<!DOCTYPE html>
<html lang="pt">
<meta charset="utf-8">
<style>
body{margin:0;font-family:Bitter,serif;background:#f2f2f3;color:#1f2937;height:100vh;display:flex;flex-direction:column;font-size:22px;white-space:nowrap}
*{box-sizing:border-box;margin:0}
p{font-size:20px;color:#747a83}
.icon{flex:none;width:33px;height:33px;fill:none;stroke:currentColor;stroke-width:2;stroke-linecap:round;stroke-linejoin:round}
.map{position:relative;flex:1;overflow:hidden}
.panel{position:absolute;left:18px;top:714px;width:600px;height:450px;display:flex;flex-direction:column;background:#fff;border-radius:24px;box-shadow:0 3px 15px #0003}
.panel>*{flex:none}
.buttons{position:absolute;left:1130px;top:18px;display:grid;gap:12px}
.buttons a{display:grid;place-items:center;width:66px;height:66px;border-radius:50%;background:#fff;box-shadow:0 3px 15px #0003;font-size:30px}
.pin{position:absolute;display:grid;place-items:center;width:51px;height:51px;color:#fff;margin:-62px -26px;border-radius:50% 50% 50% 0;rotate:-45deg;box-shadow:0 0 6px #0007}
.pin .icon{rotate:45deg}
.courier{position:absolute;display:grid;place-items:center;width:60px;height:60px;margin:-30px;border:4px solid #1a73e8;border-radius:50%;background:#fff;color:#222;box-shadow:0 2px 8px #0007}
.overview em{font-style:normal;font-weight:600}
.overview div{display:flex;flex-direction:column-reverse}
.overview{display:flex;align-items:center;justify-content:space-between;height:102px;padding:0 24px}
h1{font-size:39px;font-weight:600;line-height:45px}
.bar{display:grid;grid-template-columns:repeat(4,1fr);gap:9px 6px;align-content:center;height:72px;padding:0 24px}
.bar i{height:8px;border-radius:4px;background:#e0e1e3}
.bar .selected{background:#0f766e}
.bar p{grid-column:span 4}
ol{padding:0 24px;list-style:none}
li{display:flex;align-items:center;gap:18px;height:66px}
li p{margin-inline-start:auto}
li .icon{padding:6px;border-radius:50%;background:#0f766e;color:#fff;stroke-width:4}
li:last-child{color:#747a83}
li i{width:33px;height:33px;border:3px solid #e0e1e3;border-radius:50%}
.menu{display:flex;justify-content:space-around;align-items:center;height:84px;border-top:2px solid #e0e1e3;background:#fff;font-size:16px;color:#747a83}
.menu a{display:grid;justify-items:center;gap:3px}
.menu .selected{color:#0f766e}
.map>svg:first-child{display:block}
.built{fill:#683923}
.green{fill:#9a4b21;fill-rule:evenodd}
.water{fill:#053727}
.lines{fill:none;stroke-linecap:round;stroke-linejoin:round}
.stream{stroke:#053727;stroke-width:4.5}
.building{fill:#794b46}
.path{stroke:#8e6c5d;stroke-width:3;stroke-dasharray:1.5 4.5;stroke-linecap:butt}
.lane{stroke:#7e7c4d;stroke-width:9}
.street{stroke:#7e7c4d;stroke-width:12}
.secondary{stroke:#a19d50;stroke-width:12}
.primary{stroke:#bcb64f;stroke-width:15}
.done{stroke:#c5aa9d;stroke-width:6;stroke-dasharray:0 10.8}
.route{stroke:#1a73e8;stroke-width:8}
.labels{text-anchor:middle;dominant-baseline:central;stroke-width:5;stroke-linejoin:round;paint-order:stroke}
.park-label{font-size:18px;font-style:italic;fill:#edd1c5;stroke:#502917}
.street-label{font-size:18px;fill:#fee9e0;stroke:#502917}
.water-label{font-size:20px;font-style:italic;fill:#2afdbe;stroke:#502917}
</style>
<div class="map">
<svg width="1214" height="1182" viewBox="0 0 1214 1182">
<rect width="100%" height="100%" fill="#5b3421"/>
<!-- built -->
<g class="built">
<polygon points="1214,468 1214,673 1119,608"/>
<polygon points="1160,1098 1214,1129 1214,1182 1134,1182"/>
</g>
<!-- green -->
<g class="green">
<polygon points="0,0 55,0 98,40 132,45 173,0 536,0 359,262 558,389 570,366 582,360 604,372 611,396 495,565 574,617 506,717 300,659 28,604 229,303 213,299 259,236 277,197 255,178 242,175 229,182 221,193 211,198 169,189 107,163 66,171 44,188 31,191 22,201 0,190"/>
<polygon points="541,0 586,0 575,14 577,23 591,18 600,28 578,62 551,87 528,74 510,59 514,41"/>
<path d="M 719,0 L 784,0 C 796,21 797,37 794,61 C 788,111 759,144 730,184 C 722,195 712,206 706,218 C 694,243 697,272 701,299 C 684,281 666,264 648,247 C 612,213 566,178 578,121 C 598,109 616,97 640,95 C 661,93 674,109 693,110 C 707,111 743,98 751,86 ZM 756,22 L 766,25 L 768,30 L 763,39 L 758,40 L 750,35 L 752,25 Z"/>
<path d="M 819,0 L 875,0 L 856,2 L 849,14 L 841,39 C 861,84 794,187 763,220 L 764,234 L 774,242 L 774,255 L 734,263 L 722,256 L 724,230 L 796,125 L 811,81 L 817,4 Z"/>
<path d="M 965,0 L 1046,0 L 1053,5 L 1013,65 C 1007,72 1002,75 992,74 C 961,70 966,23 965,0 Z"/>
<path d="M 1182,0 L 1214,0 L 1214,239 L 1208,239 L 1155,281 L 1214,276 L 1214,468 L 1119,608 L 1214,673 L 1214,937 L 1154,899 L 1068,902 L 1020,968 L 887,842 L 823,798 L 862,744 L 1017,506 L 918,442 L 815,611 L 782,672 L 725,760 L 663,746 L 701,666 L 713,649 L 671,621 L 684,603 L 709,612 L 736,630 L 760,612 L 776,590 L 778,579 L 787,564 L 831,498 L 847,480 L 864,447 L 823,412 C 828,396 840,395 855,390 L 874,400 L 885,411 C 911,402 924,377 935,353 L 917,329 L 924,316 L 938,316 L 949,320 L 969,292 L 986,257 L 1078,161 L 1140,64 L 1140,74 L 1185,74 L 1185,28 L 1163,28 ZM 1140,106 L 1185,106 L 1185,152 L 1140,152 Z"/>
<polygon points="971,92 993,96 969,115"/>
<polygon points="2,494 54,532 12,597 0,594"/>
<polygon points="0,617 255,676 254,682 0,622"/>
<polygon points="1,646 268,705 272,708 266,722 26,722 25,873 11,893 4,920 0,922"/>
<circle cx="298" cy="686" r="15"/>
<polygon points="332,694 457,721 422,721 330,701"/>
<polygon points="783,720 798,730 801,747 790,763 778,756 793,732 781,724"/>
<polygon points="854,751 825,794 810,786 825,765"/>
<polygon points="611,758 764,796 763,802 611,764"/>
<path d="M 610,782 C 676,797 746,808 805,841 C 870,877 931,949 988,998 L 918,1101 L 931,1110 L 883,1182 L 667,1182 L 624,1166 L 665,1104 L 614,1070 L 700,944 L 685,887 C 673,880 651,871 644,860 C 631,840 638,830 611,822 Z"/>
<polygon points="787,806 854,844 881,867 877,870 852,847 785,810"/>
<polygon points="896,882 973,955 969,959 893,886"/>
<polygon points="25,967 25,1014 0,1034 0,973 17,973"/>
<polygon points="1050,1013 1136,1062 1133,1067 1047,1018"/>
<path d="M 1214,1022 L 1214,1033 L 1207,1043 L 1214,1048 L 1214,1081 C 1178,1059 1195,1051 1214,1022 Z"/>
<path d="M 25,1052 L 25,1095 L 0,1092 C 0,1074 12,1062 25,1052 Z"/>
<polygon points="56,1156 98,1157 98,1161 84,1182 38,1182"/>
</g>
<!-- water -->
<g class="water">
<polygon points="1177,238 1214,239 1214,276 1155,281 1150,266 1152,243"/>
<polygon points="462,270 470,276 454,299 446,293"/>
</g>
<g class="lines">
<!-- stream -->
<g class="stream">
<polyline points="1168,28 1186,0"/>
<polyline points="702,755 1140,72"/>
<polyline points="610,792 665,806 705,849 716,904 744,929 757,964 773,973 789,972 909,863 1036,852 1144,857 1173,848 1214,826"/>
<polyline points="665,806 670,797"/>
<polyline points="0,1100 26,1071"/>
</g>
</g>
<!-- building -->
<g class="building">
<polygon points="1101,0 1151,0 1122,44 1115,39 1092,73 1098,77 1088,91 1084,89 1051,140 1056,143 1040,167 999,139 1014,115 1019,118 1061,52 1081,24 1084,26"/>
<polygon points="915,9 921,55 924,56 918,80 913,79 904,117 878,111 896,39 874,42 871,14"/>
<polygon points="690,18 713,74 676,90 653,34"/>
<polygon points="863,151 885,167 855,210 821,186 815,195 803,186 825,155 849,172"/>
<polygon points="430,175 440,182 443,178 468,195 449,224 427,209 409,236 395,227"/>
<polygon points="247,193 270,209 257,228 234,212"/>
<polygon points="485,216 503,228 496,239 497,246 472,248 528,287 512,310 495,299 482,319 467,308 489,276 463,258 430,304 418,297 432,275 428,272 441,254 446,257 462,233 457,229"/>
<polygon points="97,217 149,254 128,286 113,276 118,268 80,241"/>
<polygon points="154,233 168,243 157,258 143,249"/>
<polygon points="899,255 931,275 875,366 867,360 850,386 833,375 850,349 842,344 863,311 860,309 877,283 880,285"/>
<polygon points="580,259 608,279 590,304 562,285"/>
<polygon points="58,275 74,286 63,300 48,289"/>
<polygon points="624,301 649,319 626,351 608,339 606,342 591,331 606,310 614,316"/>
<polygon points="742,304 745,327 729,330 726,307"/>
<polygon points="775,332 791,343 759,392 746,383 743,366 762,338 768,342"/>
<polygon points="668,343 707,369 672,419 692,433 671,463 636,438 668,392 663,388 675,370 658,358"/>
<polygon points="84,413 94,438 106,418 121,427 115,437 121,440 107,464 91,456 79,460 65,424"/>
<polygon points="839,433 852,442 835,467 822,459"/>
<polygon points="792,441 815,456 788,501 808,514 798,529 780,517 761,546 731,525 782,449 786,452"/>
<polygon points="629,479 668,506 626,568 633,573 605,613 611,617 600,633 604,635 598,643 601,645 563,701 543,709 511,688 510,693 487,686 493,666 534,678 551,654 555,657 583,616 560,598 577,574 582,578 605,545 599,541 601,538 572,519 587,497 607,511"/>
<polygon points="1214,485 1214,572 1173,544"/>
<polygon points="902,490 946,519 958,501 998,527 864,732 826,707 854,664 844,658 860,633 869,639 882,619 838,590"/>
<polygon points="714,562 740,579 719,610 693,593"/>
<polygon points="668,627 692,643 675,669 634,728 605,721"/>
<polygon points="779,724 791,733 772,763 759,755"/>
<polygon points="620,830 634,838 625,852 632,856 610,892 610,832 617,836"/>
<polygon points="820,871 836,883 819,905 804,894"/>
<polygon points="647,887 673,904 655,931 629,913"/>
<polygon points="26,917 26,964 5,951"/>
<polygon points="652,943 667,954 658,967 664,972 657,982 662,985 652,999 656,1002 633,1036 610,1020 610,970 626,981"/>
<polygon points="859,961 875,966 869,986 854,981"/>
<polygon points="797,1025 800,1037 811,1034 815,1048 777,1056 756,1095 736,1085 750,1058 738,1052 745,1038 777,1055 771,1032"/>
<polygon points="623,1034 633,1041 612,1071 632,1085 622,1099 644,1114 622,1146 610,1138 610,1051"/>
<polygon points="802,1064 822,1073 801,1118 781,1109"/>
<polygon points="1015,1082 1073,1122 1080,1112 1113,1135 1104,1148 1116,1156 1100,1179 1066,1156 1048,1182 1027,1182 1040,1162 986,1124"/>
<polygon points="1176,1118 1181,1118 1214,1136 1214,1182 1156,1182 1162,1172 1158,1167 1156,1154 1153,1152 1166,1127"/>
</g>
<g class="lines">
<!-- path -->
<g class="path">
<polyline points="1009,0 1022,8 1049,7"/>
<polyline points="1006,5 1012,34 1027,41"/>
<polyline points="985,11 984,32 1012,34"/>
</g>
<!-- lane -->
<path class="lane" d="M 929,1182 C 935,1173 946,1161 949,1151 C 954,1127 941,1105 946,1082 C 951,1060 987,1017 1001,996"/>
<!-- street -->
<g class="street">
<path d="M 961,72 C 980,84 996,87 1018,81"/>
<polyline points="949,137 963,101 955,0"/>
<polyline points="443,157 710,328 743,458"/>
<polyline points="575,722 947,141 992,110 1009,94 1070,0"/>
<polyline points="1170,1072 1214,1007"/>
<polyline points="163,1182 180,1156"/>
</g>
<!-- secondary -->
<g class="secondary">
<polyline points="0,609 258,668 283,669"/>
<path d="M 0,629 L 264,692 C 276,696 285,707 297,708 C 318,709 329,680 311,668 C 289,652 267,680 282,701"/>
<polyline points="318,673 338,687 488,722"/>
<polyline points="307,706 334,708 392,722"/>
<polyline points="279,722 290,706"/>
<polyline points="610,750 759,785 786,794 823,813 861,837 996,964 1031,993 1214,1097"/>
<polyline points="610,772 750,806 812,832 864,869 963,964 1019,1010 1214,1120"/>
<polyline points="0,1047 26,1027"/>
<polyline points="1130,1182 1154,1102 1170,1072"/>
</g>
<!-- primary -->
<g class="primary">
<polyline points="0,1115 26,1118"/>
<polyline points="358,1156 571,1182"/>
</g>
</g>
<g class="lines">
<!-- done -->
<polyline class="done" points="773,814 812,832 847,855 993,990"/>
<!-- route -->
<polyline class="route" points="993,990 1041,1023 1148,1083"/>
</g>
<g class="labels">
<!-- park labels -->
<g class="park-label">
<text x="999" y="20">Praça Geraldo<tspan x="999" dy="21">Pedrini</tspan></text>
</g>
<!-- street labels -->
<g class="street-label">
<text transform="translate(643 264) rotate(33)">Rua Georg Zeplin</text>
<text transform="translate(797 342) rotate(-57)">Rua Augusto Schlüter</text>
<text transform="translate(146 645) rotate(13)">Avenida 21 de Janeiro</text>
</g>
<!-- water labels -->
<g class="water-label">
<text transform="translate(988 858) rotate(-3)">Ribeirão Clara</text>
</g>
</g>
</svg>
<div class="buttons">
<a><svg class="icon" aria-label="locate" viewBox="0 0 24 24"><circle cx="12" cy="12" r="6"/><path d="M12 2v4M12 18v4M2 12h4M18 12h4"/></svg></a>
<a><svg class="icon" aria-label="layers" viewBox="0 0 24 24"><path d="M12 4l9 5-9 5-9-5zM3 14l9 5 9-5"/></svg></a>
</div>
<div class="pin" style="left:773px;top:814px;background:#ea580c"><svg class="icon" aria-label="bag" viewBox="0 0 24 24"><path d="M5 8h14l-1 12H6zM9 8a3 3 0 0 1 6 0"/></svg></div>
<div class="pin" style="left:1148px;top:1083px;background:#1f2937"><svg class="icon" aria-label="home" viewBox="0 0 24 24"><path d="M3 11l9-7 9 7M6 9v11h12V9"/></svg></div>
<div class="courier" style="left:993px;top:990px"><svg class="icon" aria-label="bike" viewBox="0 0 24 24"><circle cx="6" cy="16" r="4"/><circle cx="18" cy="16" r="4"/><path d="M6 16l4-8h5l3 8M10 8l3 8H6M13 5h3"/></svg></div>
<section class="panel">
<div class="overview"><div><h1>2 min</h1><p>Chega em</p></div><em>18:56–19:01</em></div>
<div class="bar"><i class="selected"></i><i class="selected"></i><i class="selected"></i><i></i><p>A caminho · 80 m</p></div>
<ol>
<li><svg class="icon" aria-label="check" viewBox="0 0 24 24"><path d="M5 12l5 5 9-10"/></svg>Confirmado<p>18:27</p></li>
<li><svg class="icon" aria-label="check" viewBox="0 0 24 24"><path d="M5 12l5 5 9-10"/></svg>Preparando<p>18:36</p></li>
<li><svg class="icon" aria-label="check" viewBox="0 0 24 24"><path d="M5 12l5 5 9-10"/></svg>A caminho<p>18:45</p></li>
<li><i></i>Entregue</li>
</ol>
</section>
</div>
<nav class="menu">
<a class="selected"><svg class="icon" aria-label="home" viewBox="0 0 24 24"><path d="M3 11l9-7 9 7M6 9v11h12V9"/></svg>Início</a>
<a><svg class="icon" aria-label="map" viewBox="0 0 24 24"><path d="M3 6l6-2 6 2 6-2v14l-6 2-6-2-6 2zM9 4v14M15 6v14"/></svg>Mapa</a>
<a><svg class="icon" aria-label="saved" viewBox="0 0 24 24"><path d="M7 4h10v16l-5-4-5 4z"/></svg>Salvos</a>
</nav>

-- -- --

* [The task] Go through the material above and copy each line that holds the string "place".

* [Solved problem]
.buttons a{display:grid;place-items:center;width:66px;height:66px;border-radius:50%;background:#fff;box-shadow:0 3px 15px #0003;font-size:30px}
.pin{position:absolute;display:grid;place-items:center;width:51px;height:51px;color:#fff;margin:-62px -26px;border-radius:50% 50% 50% 0;rotate:-45deg;box-shadow:0 0 6px #0007}
.courier{position:absolute;display:grid;place-items:center;width:60px;height:60px;margin:-30px;border:4px solid #1a73e8;border-radius:50%;background:#fff;color:#222;box-shadow:0 2px 8px #0007}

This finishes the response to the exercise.